WHAT IS REQUIRED: Please transcribe only the lines between the one containing "Task: Give me" and the end of the records, both ends included, exactly as written; skip every picture.

DATASET CONTENT:
--- START ---

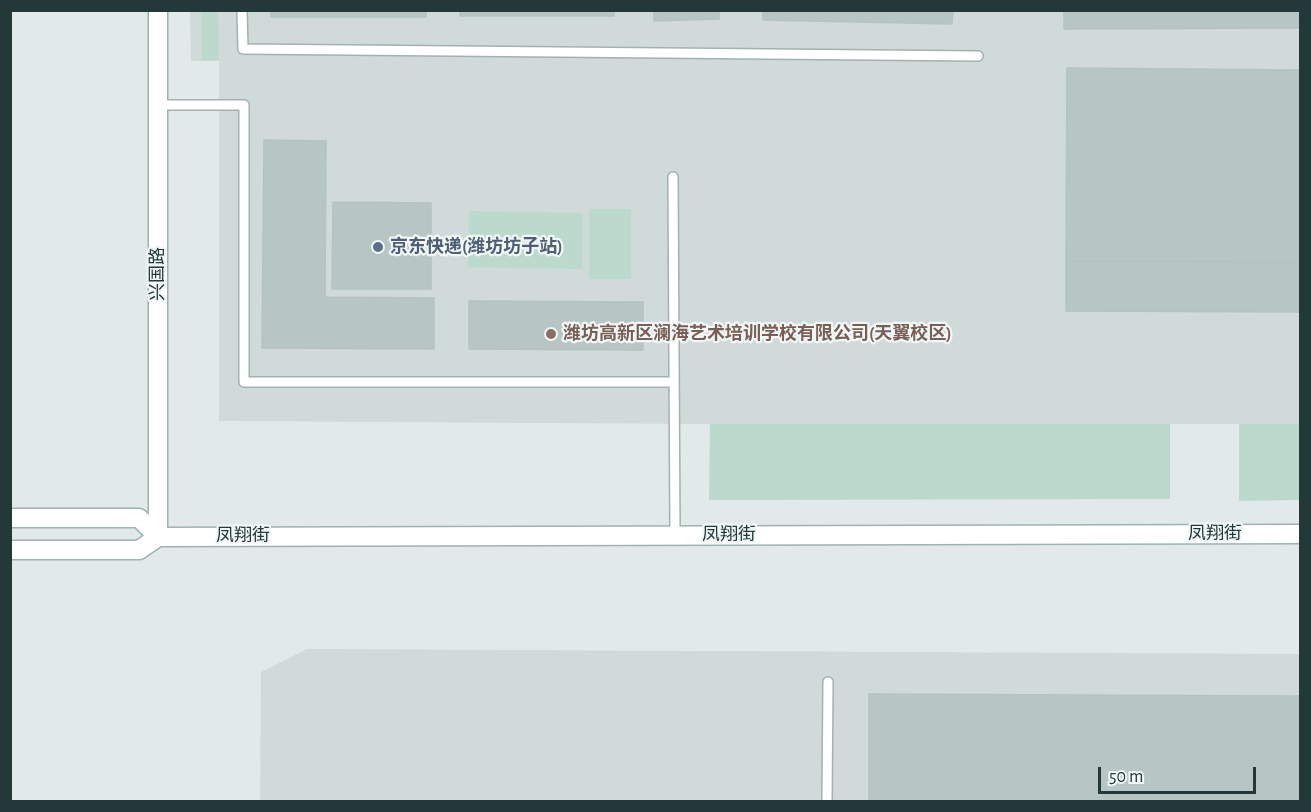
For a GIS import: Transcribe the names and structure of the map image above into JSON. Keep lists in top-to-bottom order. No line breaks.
{"streets":{"street":["兴国路","凤翔街"]},"crossings":[["兴国路","凤翔街"]],"places":["京东快递(潍坊坊子站)","潍坊高新区澜海艺术培训学校有限公司(天翼校区)"],"scale_bar":"50 m"}
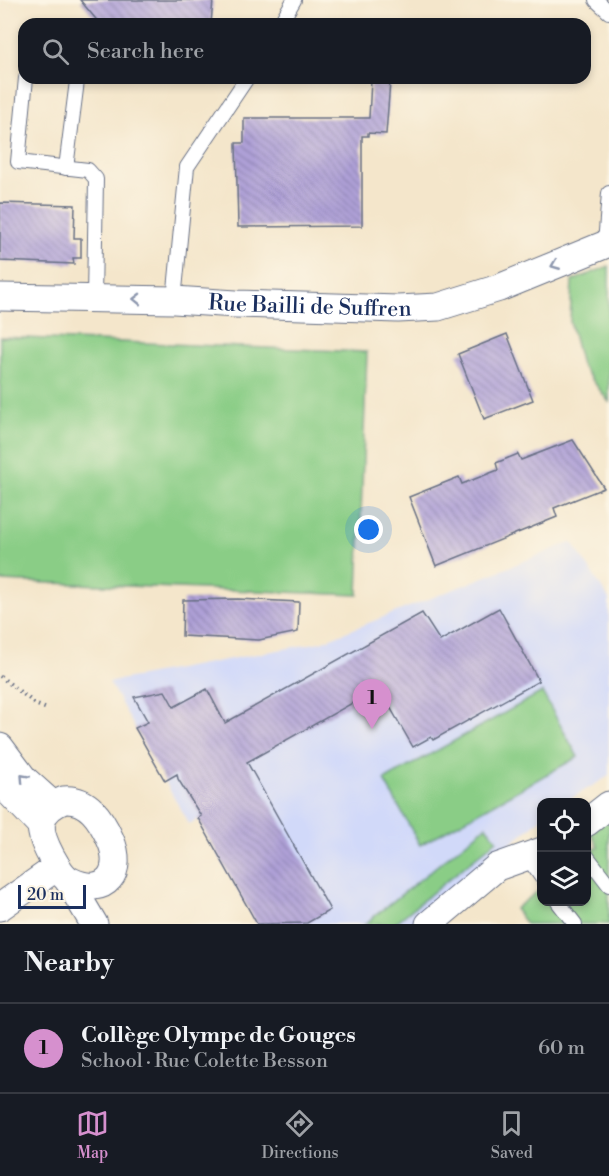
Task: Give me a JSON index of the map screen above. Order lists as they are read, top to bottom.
{
  "streets": {
    "street": ["Rue Bailli de Suffren"]
  },
  "one_way": ["Rue Bailli de Suffren"],
  "scale_bar": "20 m",
  "page": {
    "search": "Search here",
    "pins": "1",
    "scale": "20 m",
    "heading": "Nearby",
    "list": [
      {
        "mark": "1",
        "name": "Collège Olympe de Gouges",
        "note": "School · Rue Colette Besson",
        "value": "60 m"
      }
    ],
    "nav": ["Map", "Directions", "Saved"]
  }
}
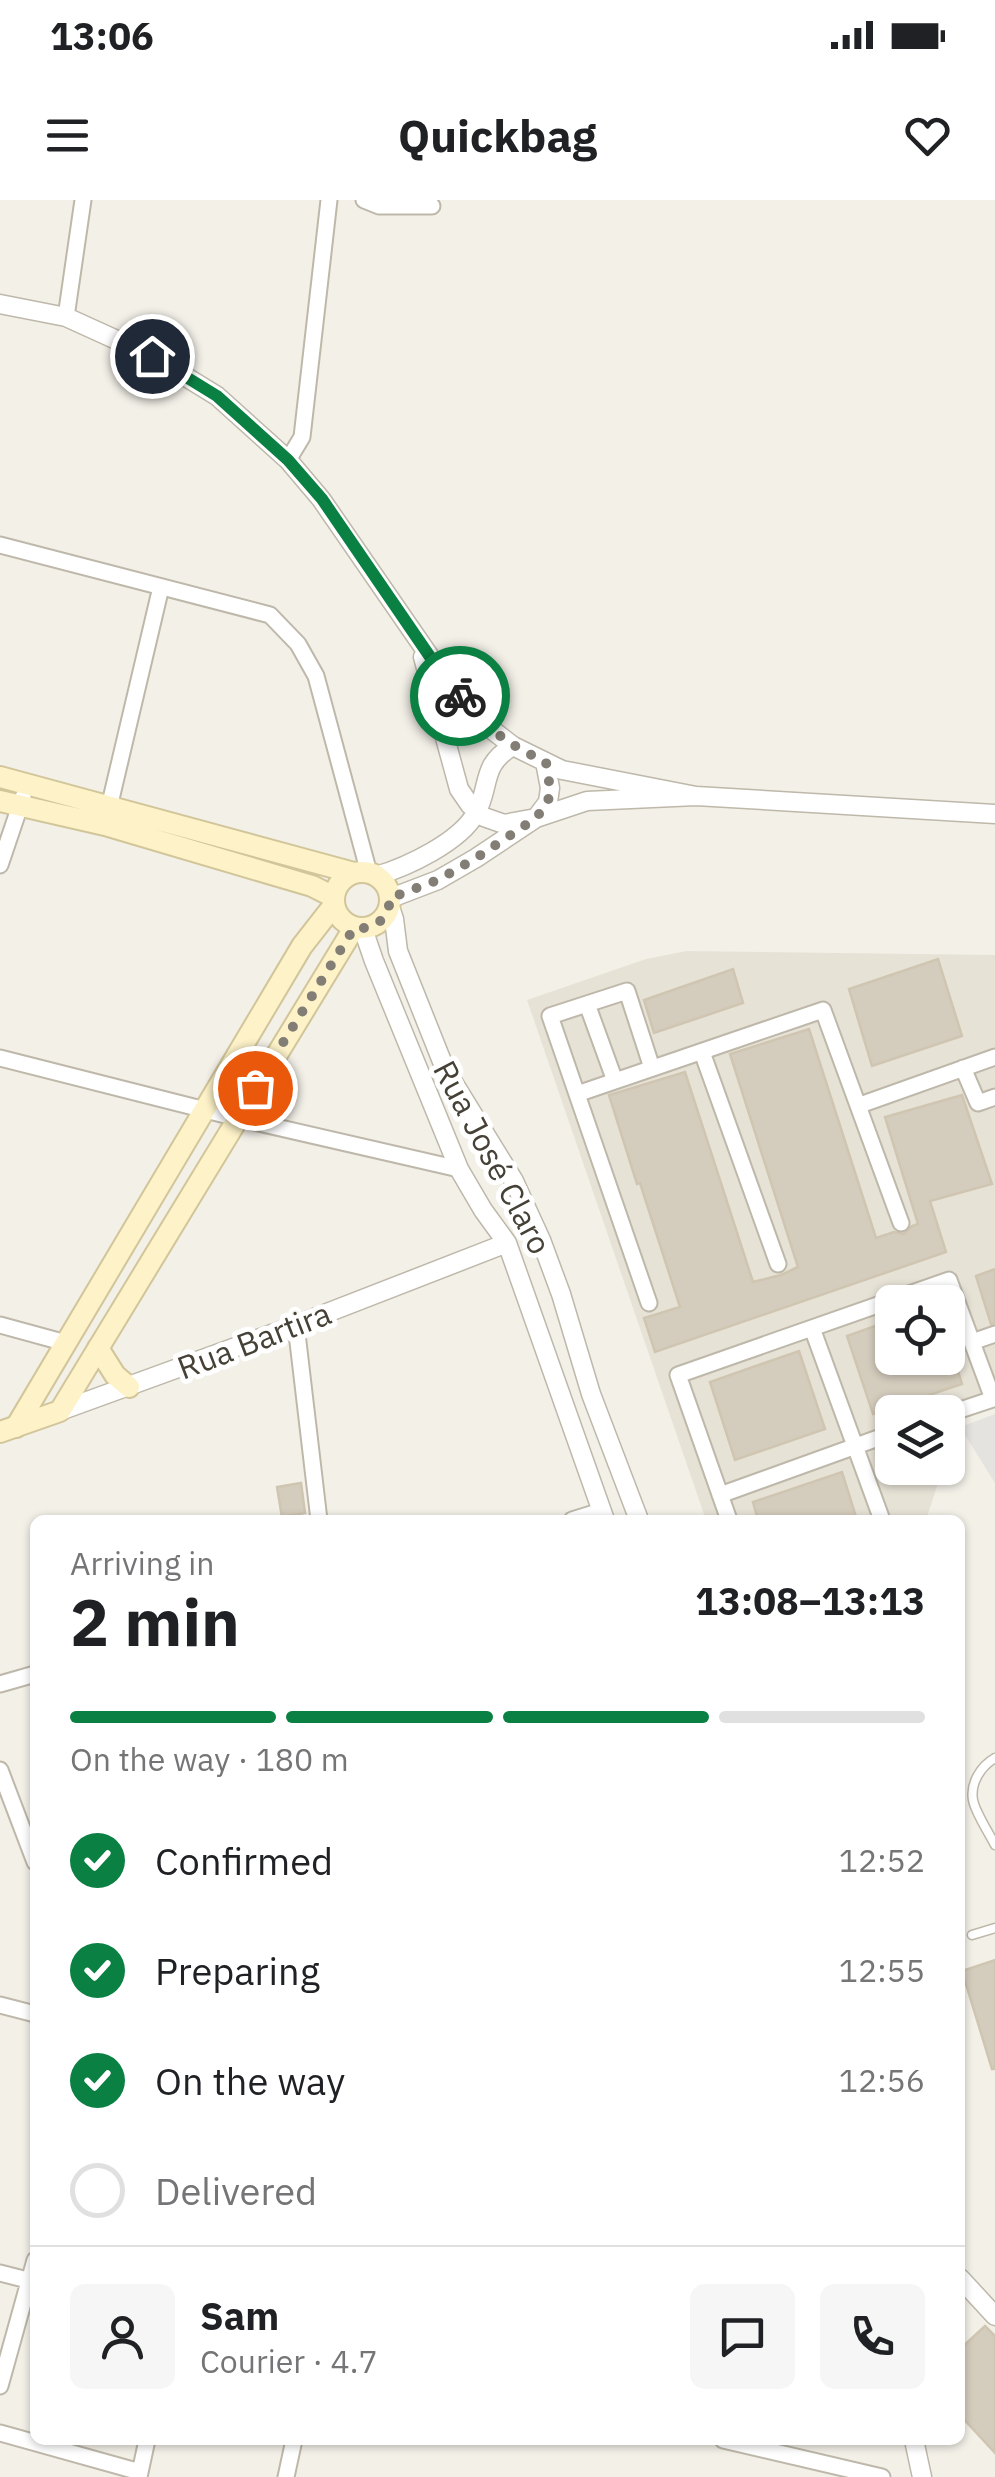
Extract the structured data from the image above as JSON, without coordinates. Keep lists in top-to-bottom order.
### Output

--- END ---

ANSWER TO THIS EXERCISE:
Task: Give me a JSON index of the map screen above. Order lists as they are read, top to bottom.
{
  "streets": {
    "street": ["Rue Bailli de Suffren"]
  },
  "one_way": ["Rue Bailli de Suffren"],
  "scale_bar": "20 m",
  "page": {
    "search": "Search here",
    "pins": "1",
    "scale": "20 m",
    "heading": "Nearby",
    "list": [
      {
        "mark": "1",
        "name": "Collège Olympe de Gouges",
        "note": "School · Rue Colette Besson",
        "value": "60 m"
      }
    ],
    "nav": ["Map", "Directions", "Saved"]
  }
}
Extract the structured data from the image above as JSON, without coordinates. Keep lists in top-to-bottom order.
### Output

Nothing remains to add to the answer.